Book 9: Chapter 53: A Purpose
Sen watched as Falling Leaf left the de-limbed corpse of the core cultivator in the copse of trees and ventured back out into the sect. Once she was gone, he walked over the corpse and glared down at it. He’d arrived just after she had, somehow, reappeared in his spiritual sense. It had taken swift action to conceal himself before she noticed he was there. She had an uncanny way of knowing when he was nearby even when he was hiding. His world had almost stopped when her presence in his spiritual sense had gone out.
He had seen that she was fleeing, but he had made himself leave it be. She had seemed to be moving under her own power. He knew that she didn’t want him to interfere in her battles unless absolutely necessary. At that moment, though, he’d been sure that he’d made a terrible, irreversible mistake. Some doomed bastard had tried to take advantage of his moment of horror and despair. The cultivator had launched four of those twisted blade techniques at him one after the other, clearly unaware of what he was about to provoke.
Sen had felt the techniques coming his way and his almost blind grief and rage had been given somewhere to go. He didn’t even really remember the details of what he’d done. There was a vague impression of crushing those techniques to the ground with… Sen couldn’t remember what he’d used to do that. He’d just done something. The next thing he remembered, his hand was wrapped around the other cultivator’s heart. That hand was sticking out of the man’s back. The man had worn an oddly surprised look in his last moment. Then, Sen was hurtling to the last place he’d felt Falling Leaf’s presence. He’d almost crashed through a building in utter shock when she reappeared. He’d hidden and wrapped himself in shadow before approaching. He listened to her last words to the other man.
“You should be grateful my human boy didn’t come. I’m only killing you. He would have hurt you in ways that there are no words for.”
She ended the man’s torment with a swift slash of her shadow claws and walked away. He gave her a little time to clear the immediate area before he walked over to the dead cultivator. As he stared into the man’s empty, lifeless eyes, he was torn between relief and fury. That she lived had swept away a mountain of grief that threatened to crush his soul. However, he’d seen where she had been injured. It was healed over, but also looked to have been serious. He desperately wanted to punish someone for that, but she’d done the job herself.
“She was right, you know,” he said to the corpse. “If she had died, your suffering would have been endless.

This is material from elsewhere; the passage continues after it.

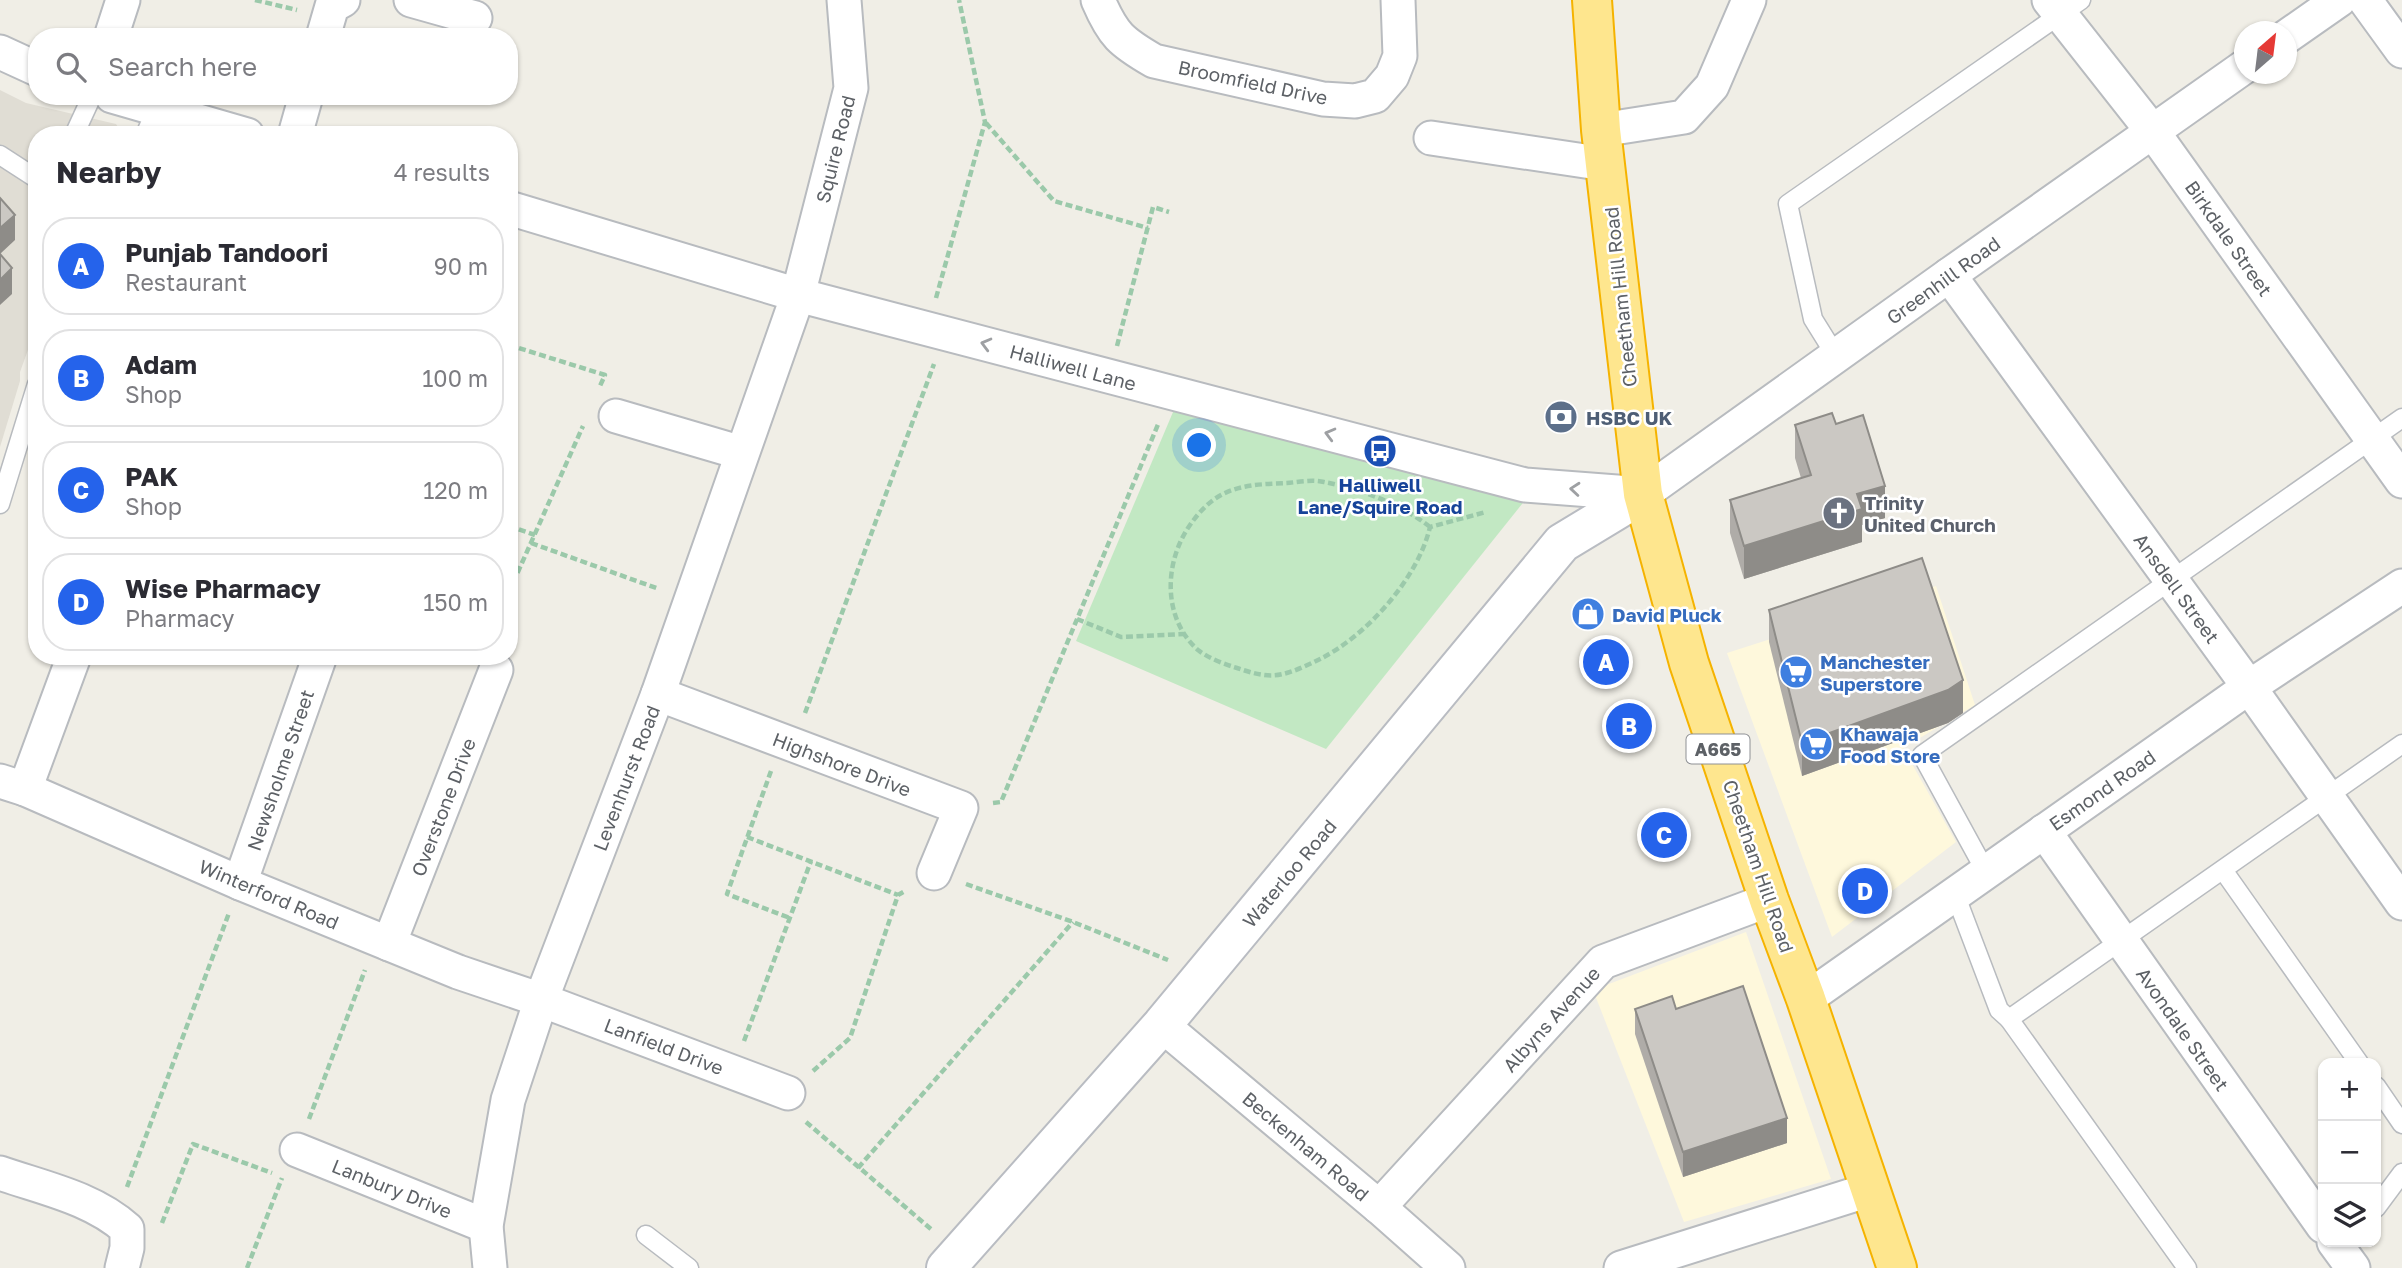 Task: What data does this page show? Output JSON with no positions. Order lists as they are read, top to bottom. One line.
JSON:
{"streets":{"highway":["Cheetham Hill Road","A665"],"main road":["Waterloo Road"],"street":["Broomfield Drive","Squire Road","Birkdale Street","Greenhill Road","Halliwell Lane","Ansdell Street","Highshore Drive","Newsholme Street","Levenhurst Road","Esmond Road","Overstone Drive","Winterford Road","Albyns Avenue","Avondale Street","Lanfield Drive","Beckenham Road","Lanbury Drive"]},"crossings":[["Squire Road","Halliwell Lane"],["Squire Road","Levenhurst Road"],["Birkdale Street","Greenhill Road"],["Greenhill Road","Cheetham Hill Road"],["Greenhill Road","Halliwell Lane"],["Greenhill Road","Ansdell Street"],["Greenhill Road","Waterloo Road"],["Cheetham Hill Road","Halliwell Lane"],["Cheetham Hill Road","Esmond Road"],["Cheetham Hill Road","Waterloo Road"],["Cheetham Hill Road","Albyns Avenue"],["Halliwell Lane","Levenhurst Road"],["Halliwell Lane","Waterloo Road"],["Ansdell Street","Esmond Road"],["Highshore Drive","Levenhurst Road"],["Newsholme Street","Winterford Road"],["Levenhurst Road","Winterford Road"],["Levenhurst Road","Lanfield Drive"],["Levenhurst Road","Lanbury Drive"],["Esmond Road","Avondale Street"],["Overstone Drive","Winterford Road"],["Waterloo Road","Beckenham Road"],["Winterford Road","Lanfield Drive"],["Albyns Avenue","Beckenham Road"]],"one_way":["Halliwell Lane"],"places":{"bank":["HSBC UK"],"bus stop":["Halliwell Lane/Squire Road"],"church":["Trinity United Church"],"shop":["David Pluck"],"supermarket":["Manchester Superstore","Khawaja Food Store"]},"north":"top right","page":{"search":"Search here","heading":["Nearby","4 results"],"list":[{"mark":"A","name":"Punjab Tandoori","note":"Restaurant","value":"90 m"},{"mark":"B","name":"Adam","note":"Shop","value":"100 m"},{"mark":"C","name":"PAK","note":"Shop","value":"120 m"},{"mark":"D","name":"Wise Pharmacy","note":"Pharmacy","value":"150 m"}],"pins":["A","B","C","D"],"map_buttons":["+","−"]}} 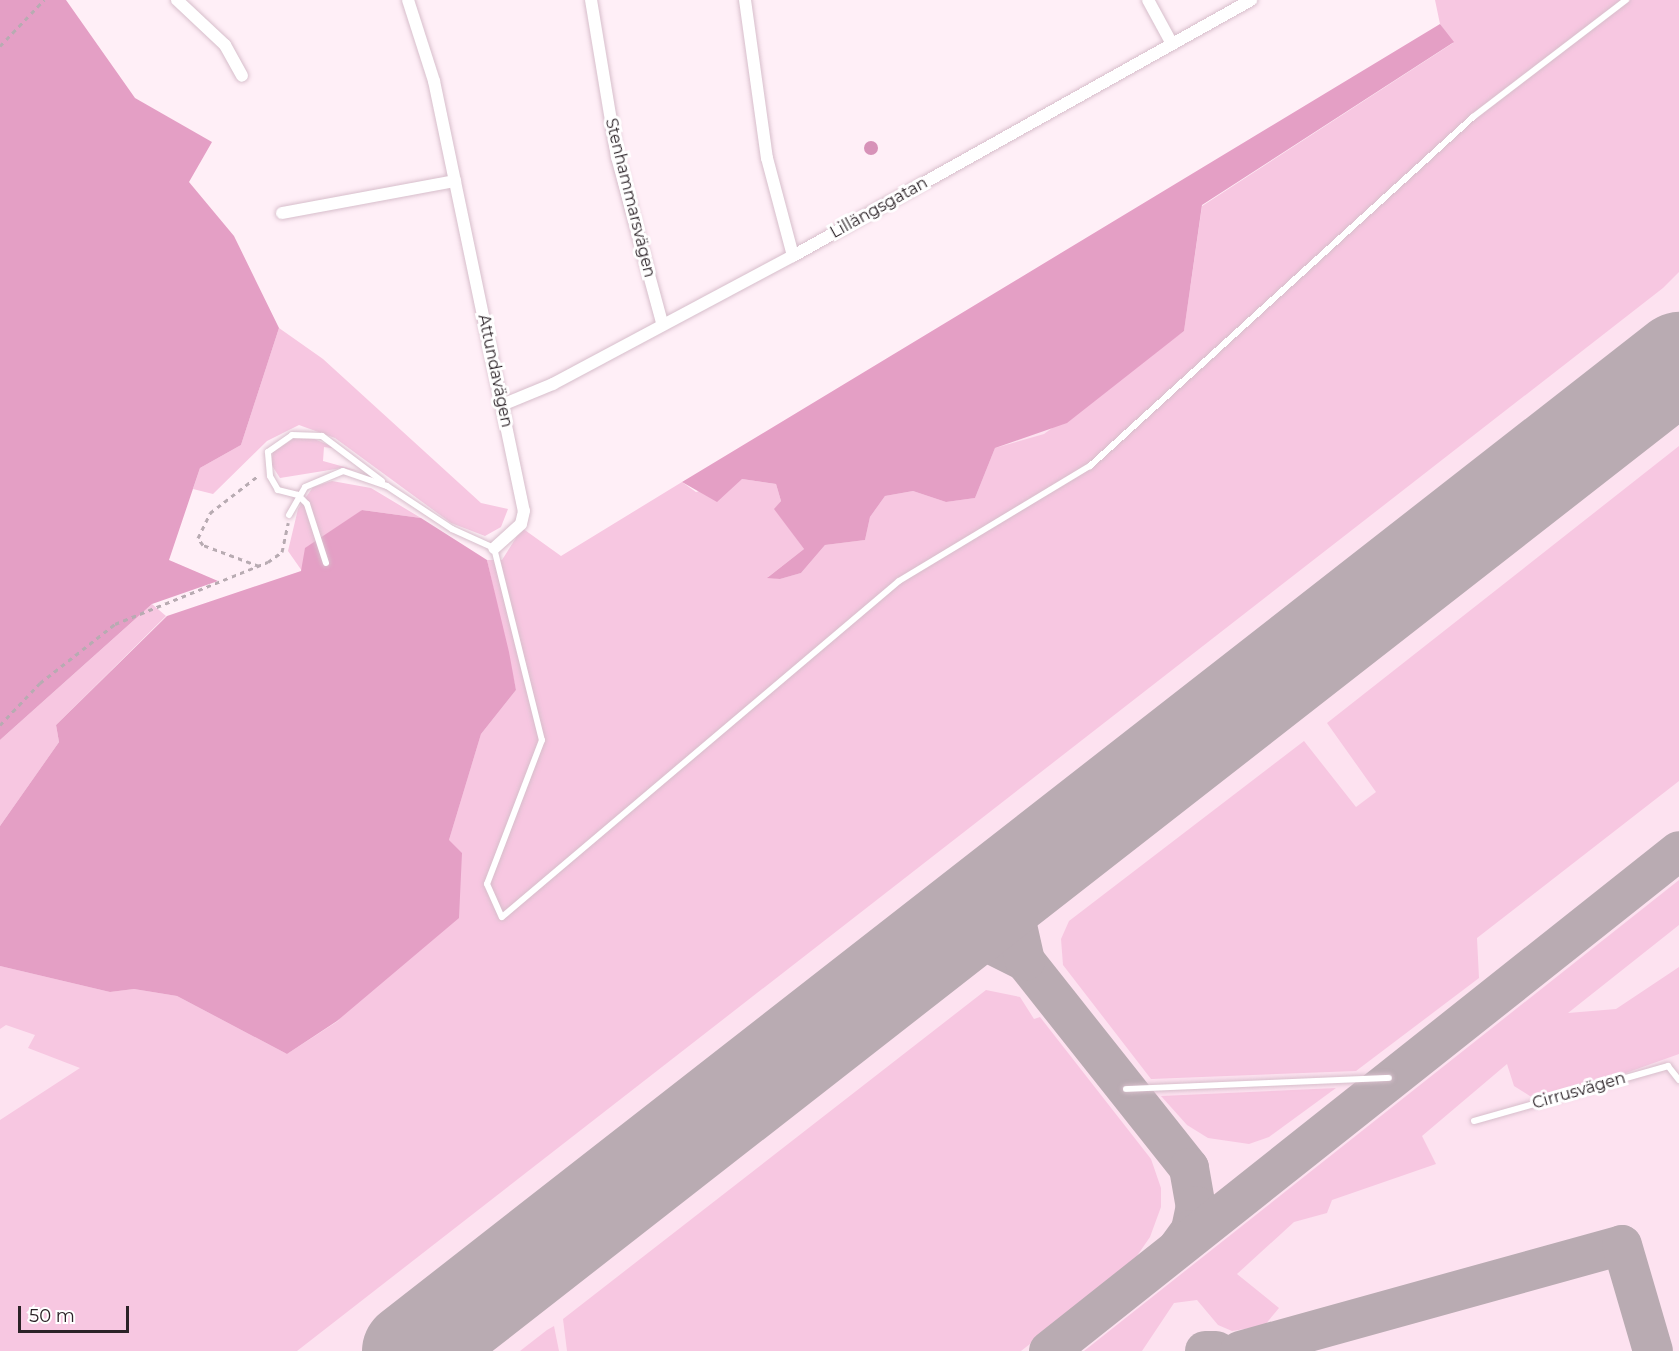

You should thank the gods you’re beyond my reach.”
With an almost spasmodic burst of fire qi and wrath, Sen reduced the corpse to ashes. The action did little to quell the molten pit that writhed inside of him. He knew that Falling Leaf getting hurt here was always a possibility. Somewhere in the deepest, darkest depths of his heart, he even knew that she could die here. He’d known it, but he did not care. Coming here, setting the trap, and culling the majority of the sect had been an onerous duty to him. It was personal because it had threatened Ai, but it had still been something he didn’t really want to do. Now, though? Now, he wanted every single person stupid enough to wear the emblem of the Twisted Blade Sect to die.
It took every bit of self-control he could scrape together not to take Falling Leaf and Glimmer of Night outside the walls and level the entire compound with Heavens’ Rebuke. He was certain he could do it, too. He might not be able to accomplish it with one or two applications of the technique, but he could get it done. He had to remind himself, over and over again, that there were still qi-condensing cultivators inside the sect. He had promised himself that if they simply ran, he would let them go. He clung to that promise even as his heart told him to kill everyone and leave nothing but charred rubble behind him. He knew how easy it would be to ignore that promise, but he also knew that nothing lay down that path but regret. Even if he might not feel that regret today, tomorrow would come.
He forced himself to stay there until he was certain that he wasn’t going to unleash absolute annihilation at the first provocation. He consoled himself with the knowledge that while he might have promised to let some of them go, he hadn’t promised himself to let them all go. There were still people in this sect he could expend those feelings on. People who might even deserve it. Taking a steadying breath, Sen walked out of those trees with something he hadn’t had when he’d entered the sect. He had a purpose. It wasn’t especially noble, but there had never been anything noble about his goals. For all intents and purposes, this was sect politics at its most brutal.